Refactoring Subqueries from SELECT to FROM: A Better Approach for Database Performance and Readability

Subquery in SELECT: trying to move to main query

Introduction

As a database developer, we often find ourselves dealing with complex queries that involve subqueries. In this article, we’ll explore the use of subqueries in the SELECT clause and how to refactor them into the FROM clause. We’ll also discuss the errors you might encounter when trying to move a subquery out of the SELECT clause.

The Problem

Consider the following query that uses a subquery within the SELECT clause:

SELECT
    PEOPLE.ID,
    (
    SELECT MIN(R.VALUE) KEEP (DENSE_RANK FIRST ORDER BY R.DATE_OF_CREATION)
    FROM REFERENCE_NUMBERS R
    WHERE
        R.DELETED IS NULL
        AND R.PERSON_ID(+) = PEOPLE.ID
    ) AS PRIMARY_REFERENCE_NUMBER,
    PEOPLE.NAME,
    PEOPLE.DATE_OF_BIRTH
FROM
    PEOPLE
WHERE
    PEOPLE.DELETED IS NULL
    AND PEOPLE.DATE_OF_BIRTH > TO_DATE('2000-01-01','yyyy-mm-dd')

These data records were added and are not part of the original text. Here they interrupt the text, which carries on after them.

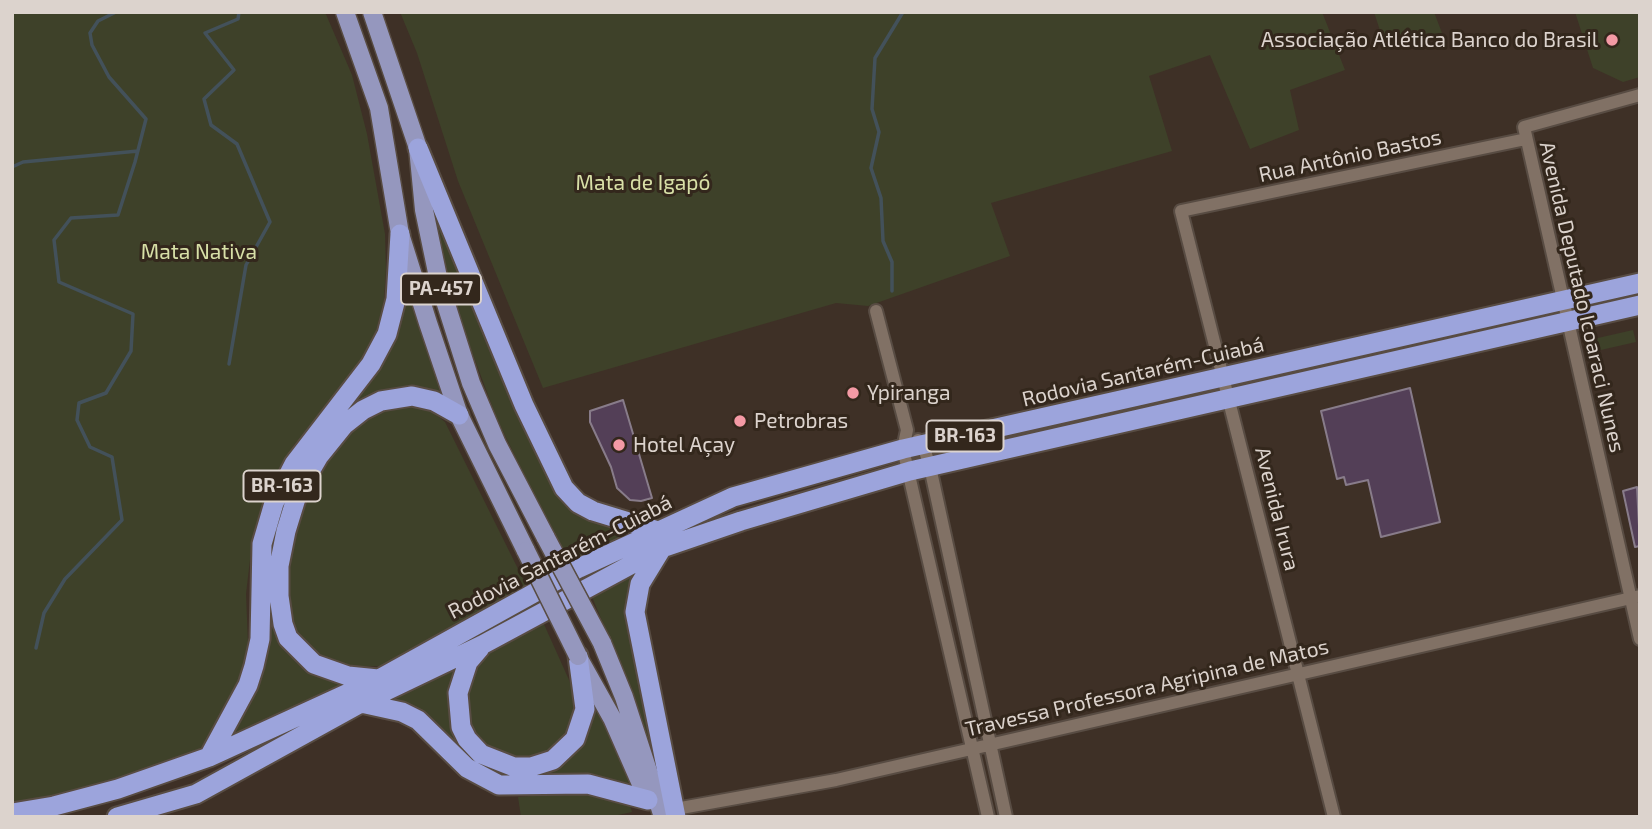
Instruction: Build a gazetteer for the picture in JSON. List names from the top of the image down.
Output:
{
  "streets": {
    "highway": ["Rodovia Santarém-Cuiabá", "BR-163"],
    "main road": ["PA-457"],
    "street": [
      "Rua Antônio Bastos",
      "Avenida Deputado Icoaraci Nunes",
      "Avenida Irura",
      "Travessa Professora Agripina de Matos"
    ]
  },
  "crossings": [
    ["Rua Antônio Bastos", "Avenida Deputado Icoaraci Nunes"],
    ["Rua Antônio Bastos", "Avenida Irura"],
    ["PA-457", "BR-163"],
    ["PA-457", "Travessa Professora Agripina de Matos"],
    ["Avenida Deputado Icoaraci Nunes", "Rodovia Santarém-Cuiabá"],
    ["Avenida Deputado Icoaraci Nunes", "Travessa Professora Agripina de Matos"],
    ["Rodovia Santarém-Cuiabá", "BR-163"],
    ["Rodovia Santarém-Cuiabá", "Avenida Irura"],
    ["Avenida Irura", "Travessa Professora Agripina de Matos"]
  ],
  "parks": ["Mata de Igapó", "Mata Nativa"],
  "places": [
    "Associação Atlética Banco do Brasil",
    "Ypiranga",
    "Petrobras",
    "Hotel Açay"
  ]
}
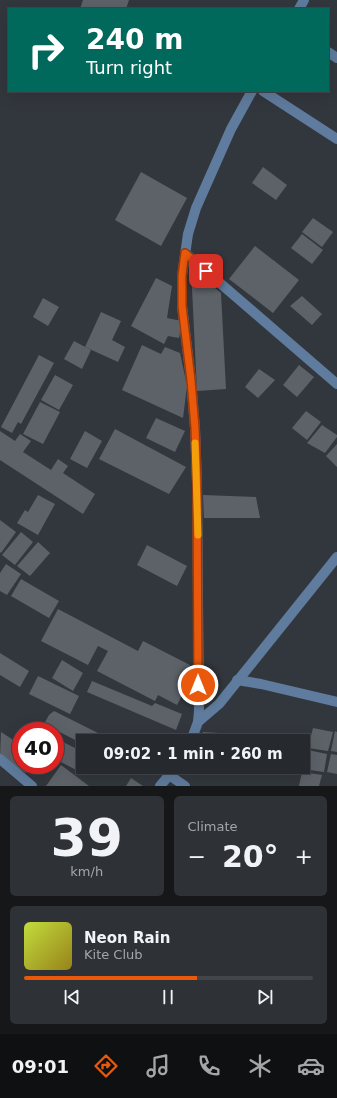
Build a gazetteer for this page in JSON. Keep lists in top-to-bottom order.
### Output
{
  "page": {
    "turn": ["240 m", "Turn right"],
    "limit": "40",
    "trip": "09:02 · 1 min · 260 m",
    "tile": [
      ["39", "km/h"],
      "Climate"
    ],
    "heat": ["−", "20°", "+"],
    "song": ["Neon Rain", "Kite Club"],
    "tabs": "09:01"
  }
}
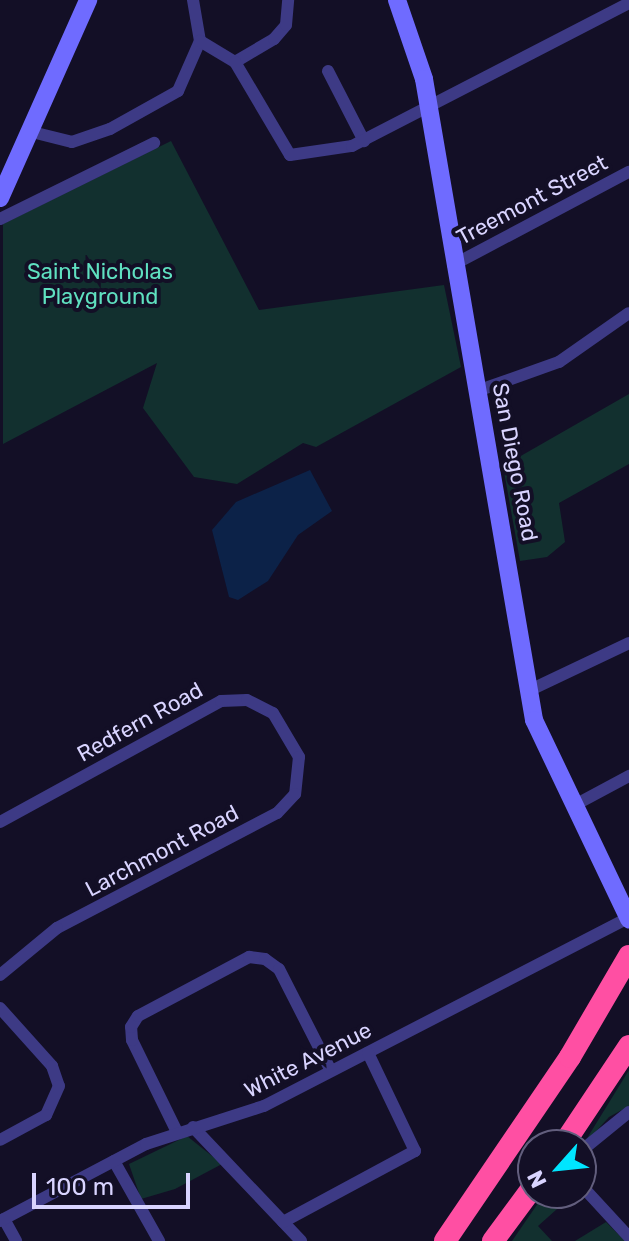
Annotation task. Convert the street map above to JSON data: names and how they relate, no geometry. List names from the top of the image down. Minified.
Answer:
{"streets":{"street":["Treemont Street","San Diego Road","Redfern Road","Larchmont Road","White Avenue"]},"crossings":[["Treemont Street","San Diego Road"],["San Diego Road","White Avenue"],["Redfern Road","Larchmont Road"]],"parks":["Saint Nicholas Playground"],"scale_bar":"100 m","north":"bottom left"}
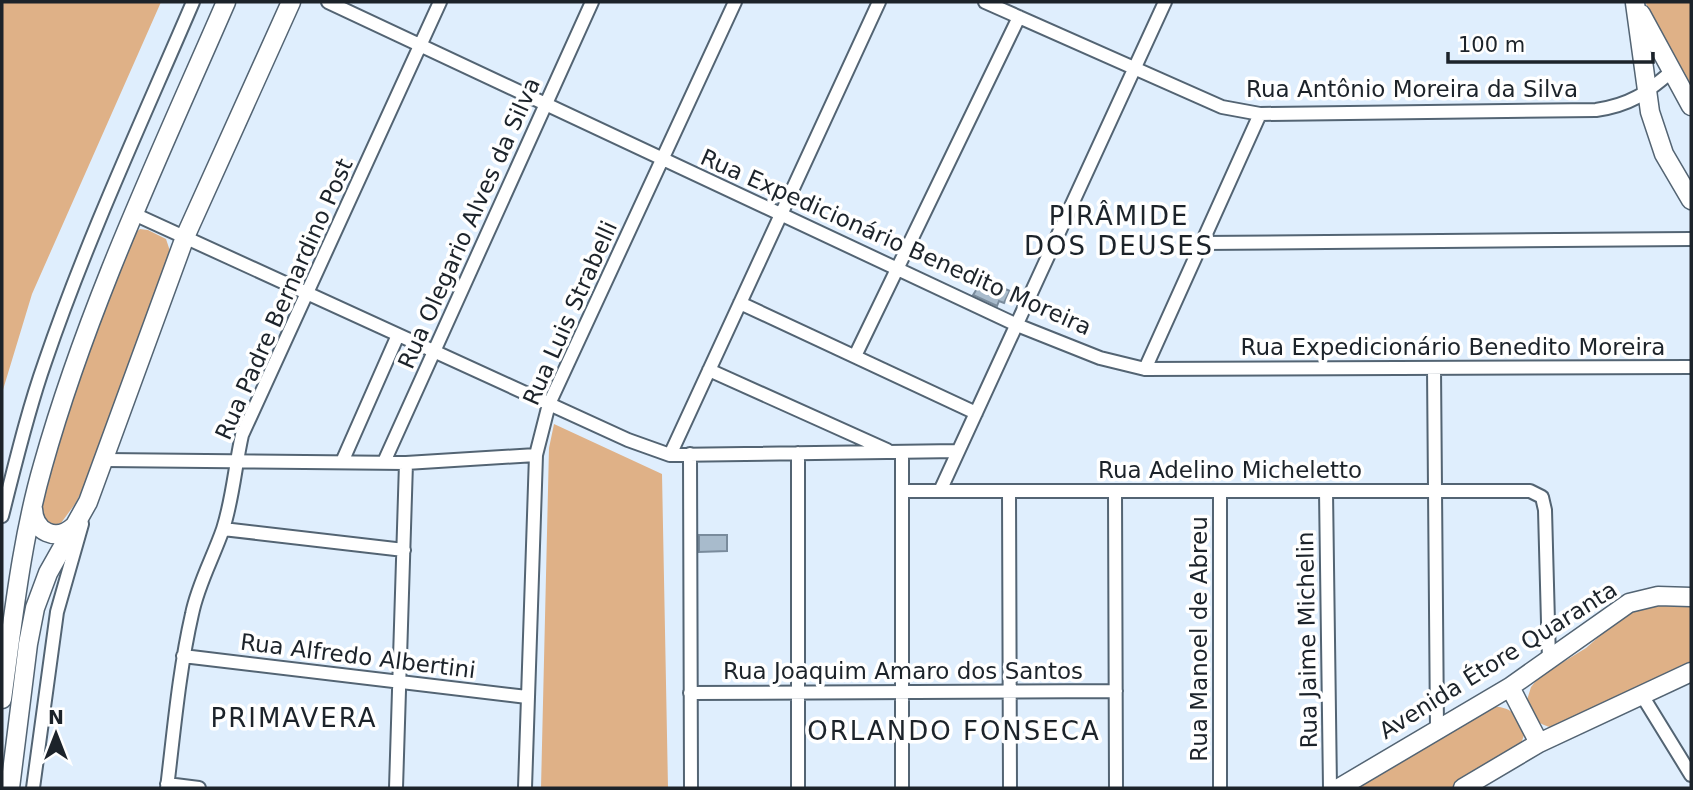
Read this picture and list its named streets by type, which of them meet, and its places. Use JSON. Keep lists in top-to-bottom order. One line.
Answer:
{"streets":{"main road":["Avenida Étore Quaranta"],"street":["Rua Antônio Moreira da Silva","Rua Olegario Alves da Silva","Rua Expedicionário Benedito Moreira","Rua Padre Bernardino Post","Rua Luis Strabelli","Rua Adelino Micheletto","Rua Manoel de Abreu","Rua Jaime Michelin","Rua Alfredo Albertini","Rua Joaquim Amaro dos Santos"]},"crossings":[["Rua Olegario Alves da Silva","Rua Expedicionário Benedito Moreira"],["Rua Expedicionário Benedito Moreira","Rua Padre Bernardino Post"],["Rua Expedicionário Benedito Moreira","Rua Luis Strabelli"],["Rua Padre Bernardino Post","Rua Alfredo Albertini"],["Rua Luis Strabelli","Rua Alfredo Albertini"],["Rua Adelino Micheletto","Rua Manoel de Abreu"],["Rua Adelino Micheletto","Rua Jaime Michelin"],["Rua Adelino Micheletto","Avenida Étore Quaranta"]],"districts":["PIRÂMIDE DOS DEUSES","PRIMAVERA","ORLANDO FONSECA"],"scale_bar":"100 m","north":"top"}
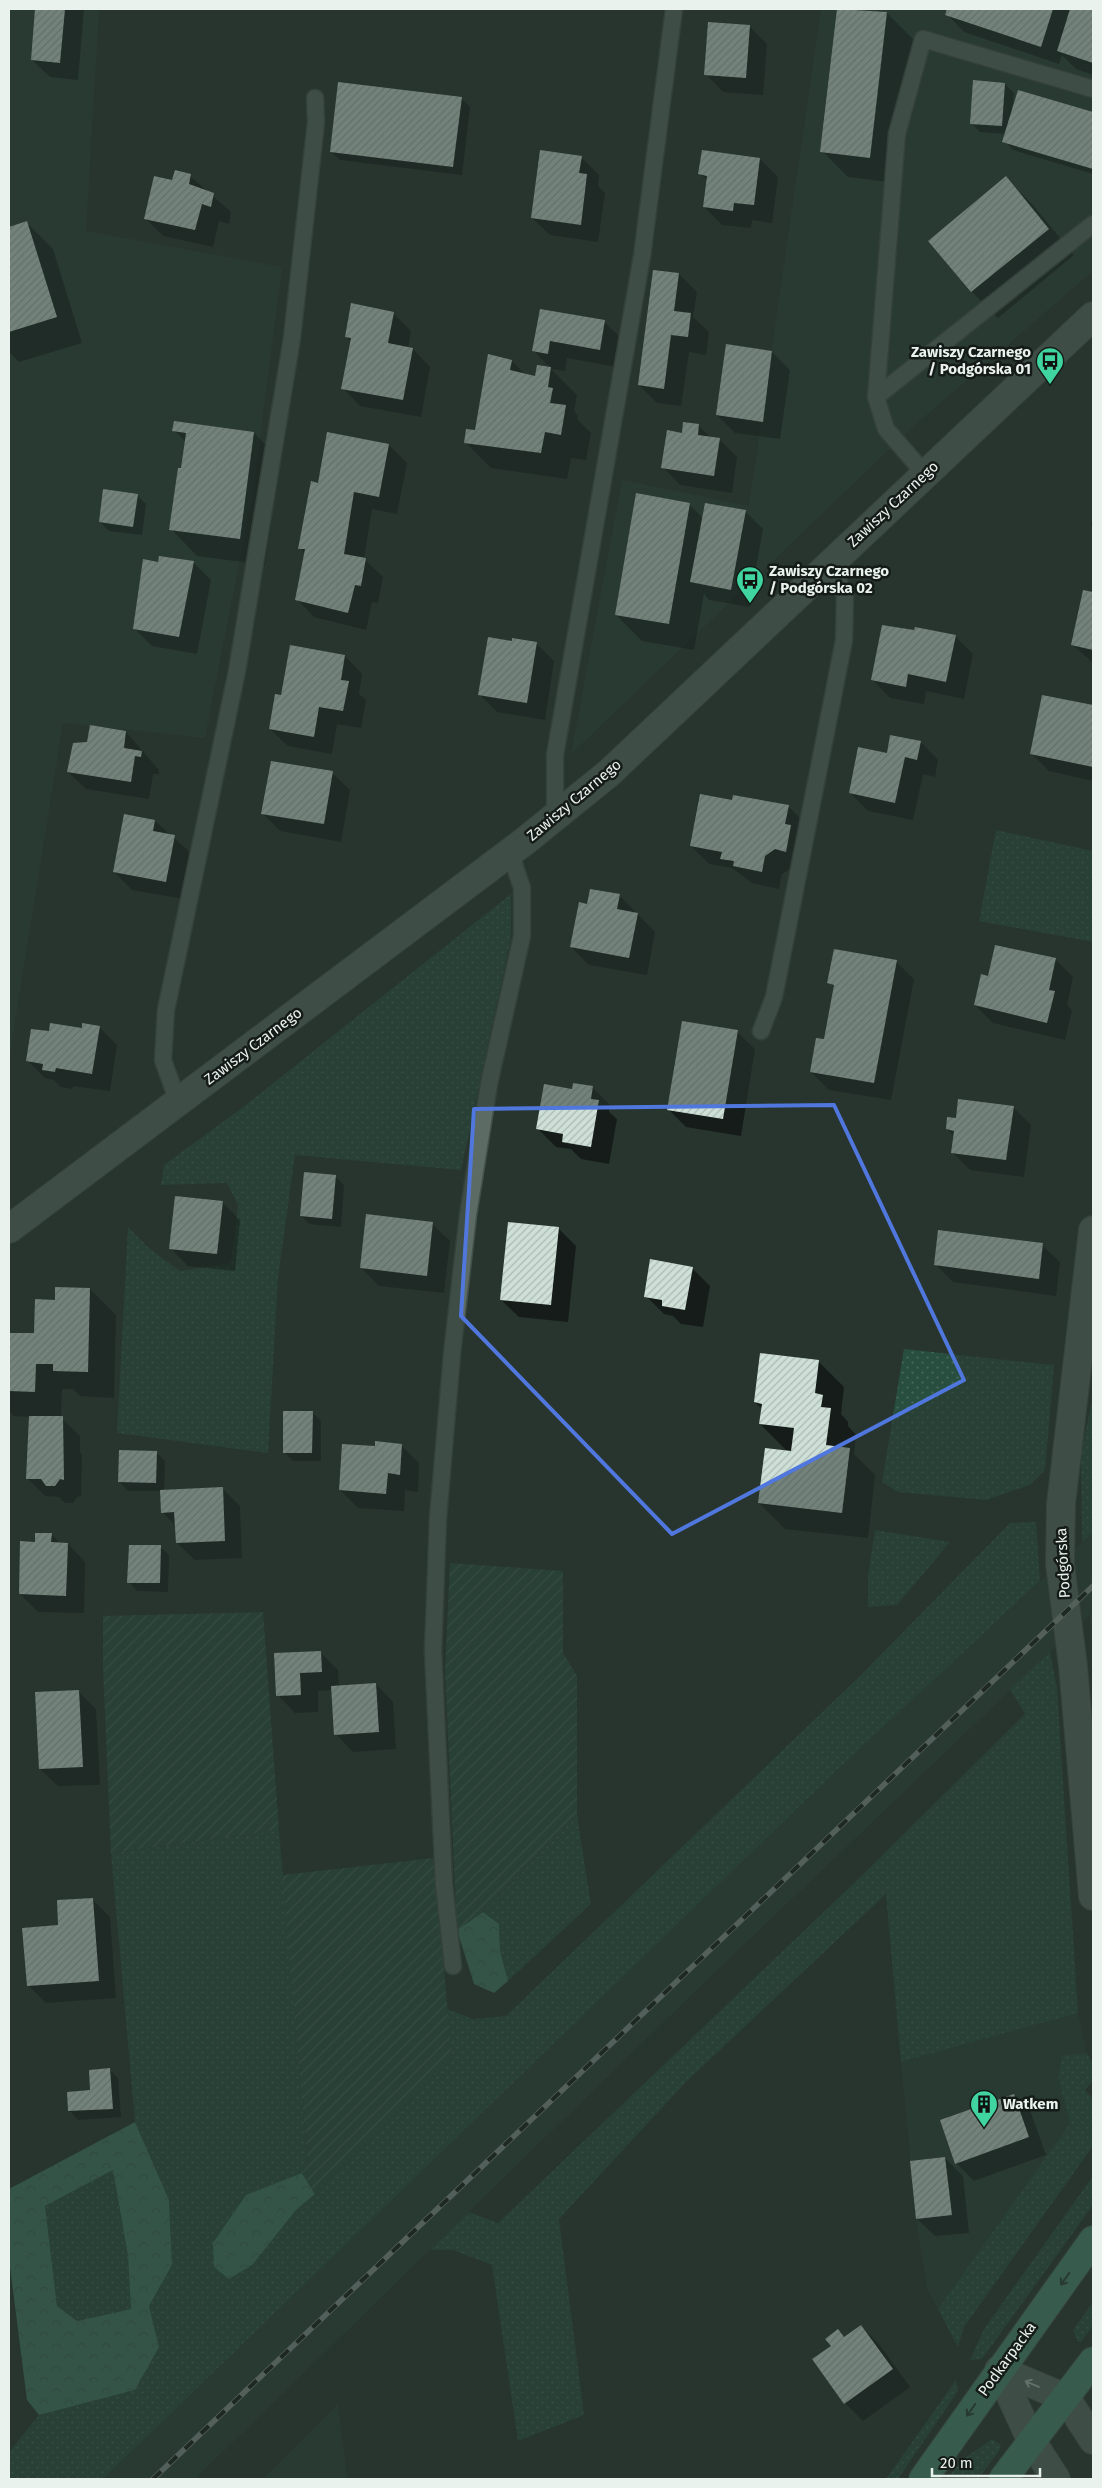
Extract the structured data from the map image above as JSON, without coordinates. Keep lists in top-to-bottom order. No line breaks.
{"streets":{"main road":["Podkarpacka"],"street":["Zawiszy Czarnego","Podgórska"]},"places":{"bus stop":["Zawiszy Czarnego / Podgórska 01","Zawiszy Czarnego / Podgórska 02"],"building":["Watkem"]},"scale_bar":"20 m"}
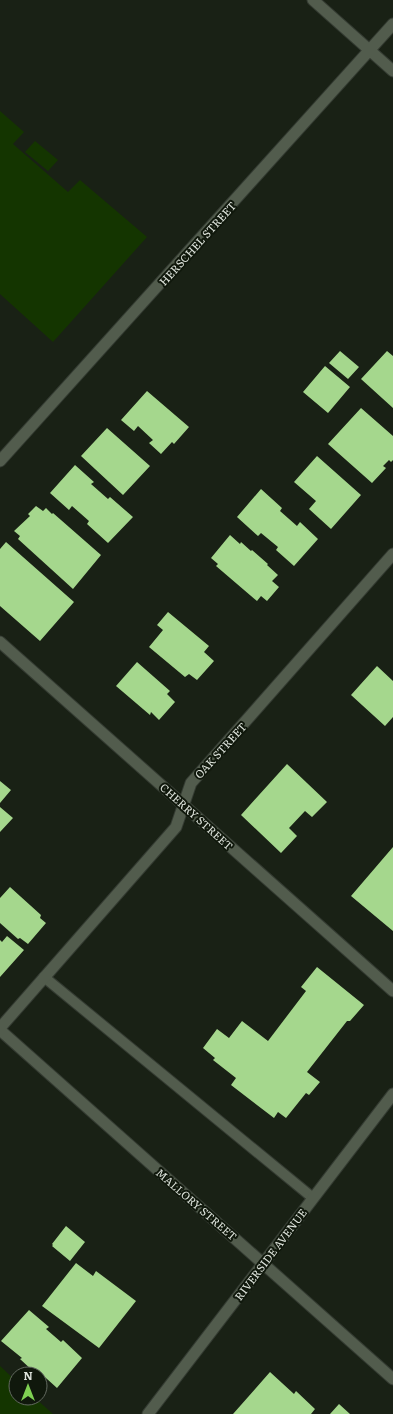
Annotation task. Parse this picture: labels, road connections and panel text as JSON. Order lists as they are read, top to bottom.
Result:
{
  "streets": {
    "street": [
      "HERSCHEL STREET",
      "OAK STREET",
      "CHERRY STREET",
      "MALLORY STREET",
      "RIVERSIDE AVENUE"
    ]
  },
  "crossings": [
    ["OAK STREET", "CHERRY STREET"],
    ["OAK STREET", "MALLORY STREET"],
    ["MALLORY STREET", "RIVERSIDE AVENUE"]
  ],
  "north": "top"
}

This query selects a person’s ID, the earliest reference number with the minimum value, their name, and date of birth. The subquery in the SELECT clause finds the primary reference number for each person.

The Goal

The goal is to refactor this query so that the subquery is part of the main query in the FROM clause, eliminating the need for a separate subquery. We’ll explore two approaches: using an outer join and grouping by the person ID.

Using an Outer Join

One way to achieve this is by using an outer join with the table containing the reference numbers. Here’s the modified query:

SELECT
  p.id,
  r.primary_reference_number,
  p.name,
  p.date_of_birth
FROM people p
LEFT JOIN (
  SELECT person_id, MIN(value) KEEP (DENSE_RANK FIRST ORDER BY date_of_creation)
    AS primary_reference_number
  FROM reference_numbers
  WHERE deleted IS NULL
  GROUP BY person_id
) r ON r.person_id = p.id
WHERE p.deleted is null
AND p.date_of_birth > date '2000-01-01';

This query joins the people table with a derived table containing the primary reference number for each person. The outer join ensures that we include people without any reference numbers.

Grouping by Person ID

Another approach is to group the results by the person’s ID and use an aggregate function (in this case, MIN) to find the primary reference number. Here’s the modified query:

SELECT
  p.id,
  MIN(r.value) KEEP (DENSE_RANK FIRST ORDER BY r.date_of_creation)
    AS primary_reference_number,
  p.name,
  p.date_of_birth
FROM people p
LEFT JOIN reference_numbers r ON r.person_id = p.id AND r.deleted IS NULL
WHERE p.deleted is null
AND p.date_of_birth > date '2000-01-01'
GROUP BY p.id, p.name, p.date_of_birth;

This query groups the results by person ID and uses MIN to find the primary reference number.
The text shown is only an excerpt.